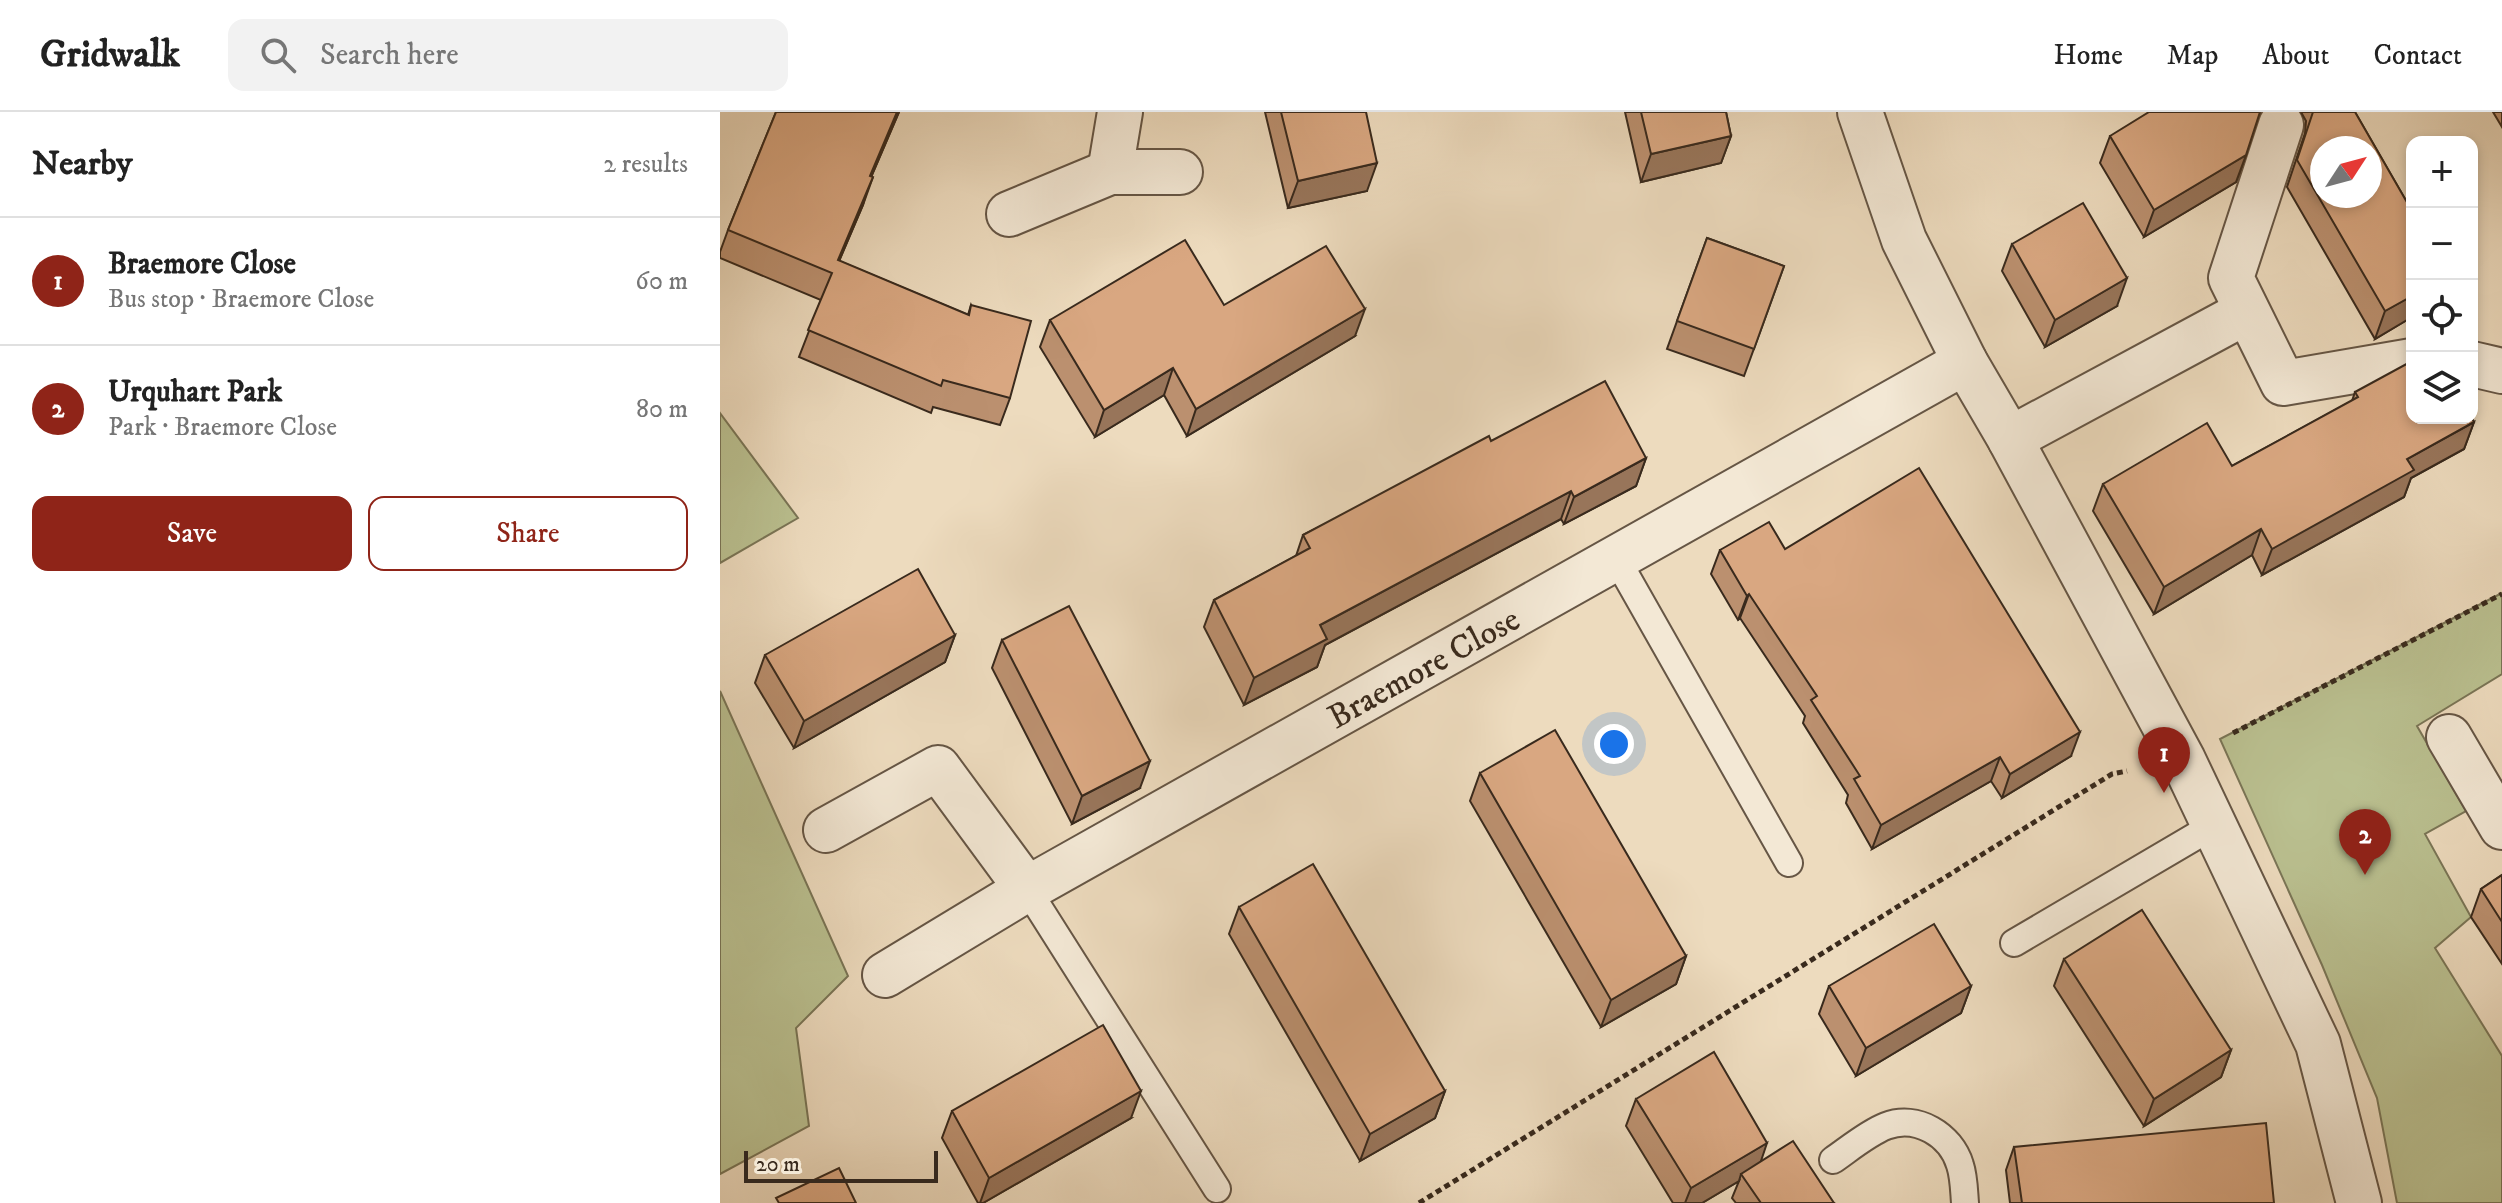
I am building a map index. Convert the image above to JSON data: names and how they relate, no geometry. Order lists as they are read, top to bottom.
{
  "streets": {
    "street": ["Braemore Close"]
  },
  "scale_bar": "20 m",
  "north": "top right",
  "page": {
    "header": "Gridwalk",
    "search": "Search here",
    "nav": [
      "Home",
      "Map",
      "About",
      "Contact"
    ],
    "heading": ["Nearby", "2 results"],
    "map_buttons": ["+", "−"],
    "list": [
      {
        "mark": "1",
        "name": "Braemore Close",
        "note": "Bus stop · Braemore Close",
        "value": "60 m"
      },
      {
        "mark": "2",
        "name": "Urquhart Park",
        "note": "Park · Braemore Close",
        "value": "80 m"
      }
    ],
    "buttons": ["Save", "Share"],
    "pins": ["1", "2"],
    "scale": "20 m"
  }
}
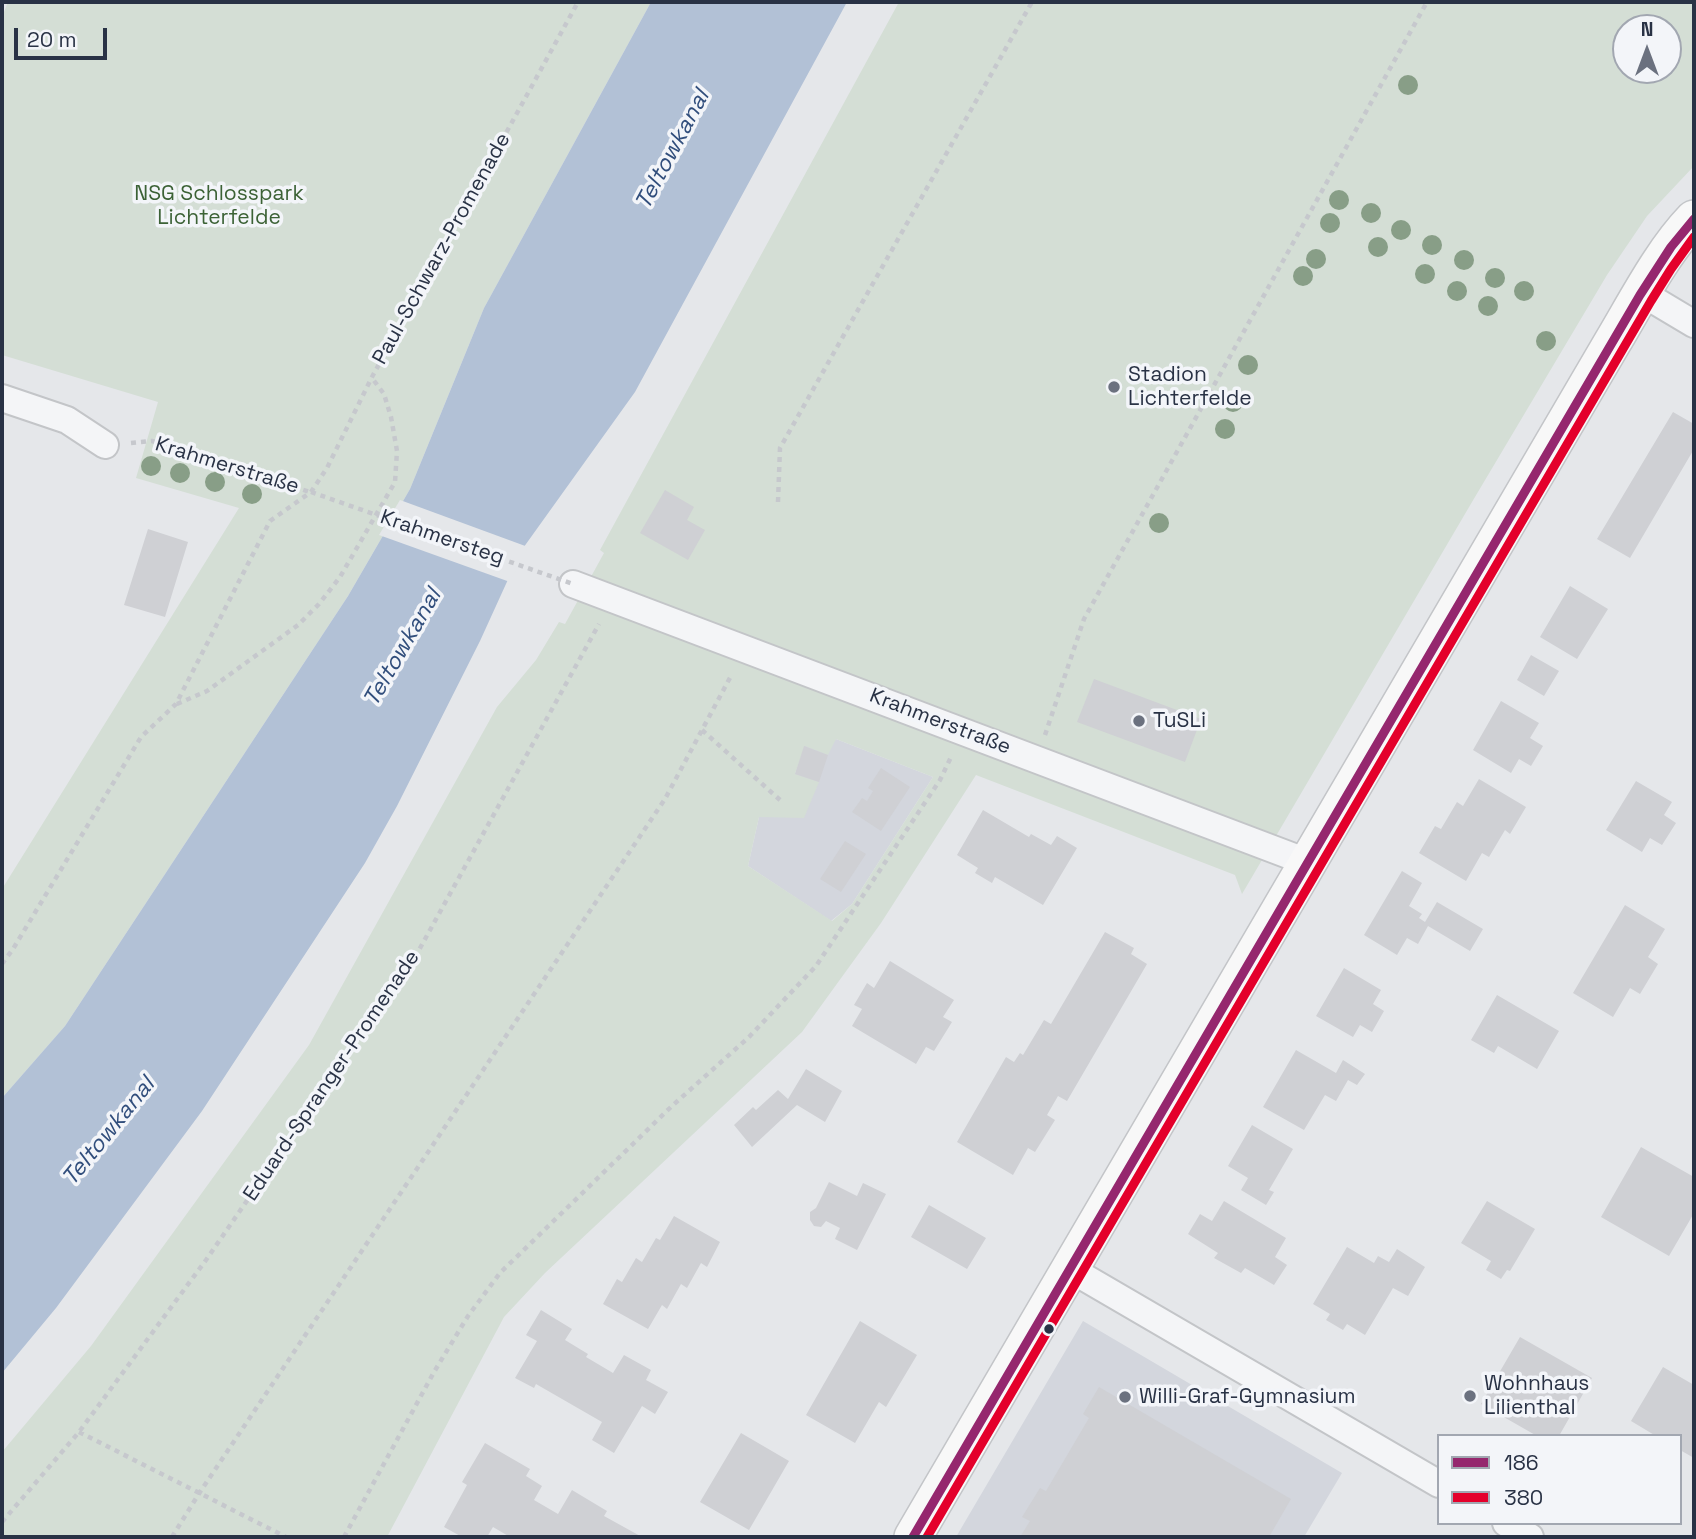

--*--

Repeat every record above exactly, except the pictures.

I am building a map index. Convert the image above to JSON data: names and how they relate, no geometry. Order lists as they are read, top to bottom.
{
  "streets": {
    "street": ["Braemore Close"]
  },
  "scale_bar": "20 m",
  "north": "top right",
  "page": {
    "header": "Gridwalk",
    "search": "Search here",
    "nav": [
      "Home",
      "Map",
      "About",
      "Contact"
    ],
    "heading": ["Nearby", "2 results"],
    "map_buttons": ["+", "−"],
    "list": [
      {
        "mark": "1",
        "name": "Braemore Close",
        "note": "Bus stop · Braemore Close",
        "value": "60 m"
      },
      {
        "mark": "2",
        "name": "Urquhart Park",
        "note": "Park · Braemore Close",
        "value": "80 m"
      }
    ],
    "buttons": ["Save", "Share"],
    "pins": ["1", "2"],
    "scale": "20 m"
  }
}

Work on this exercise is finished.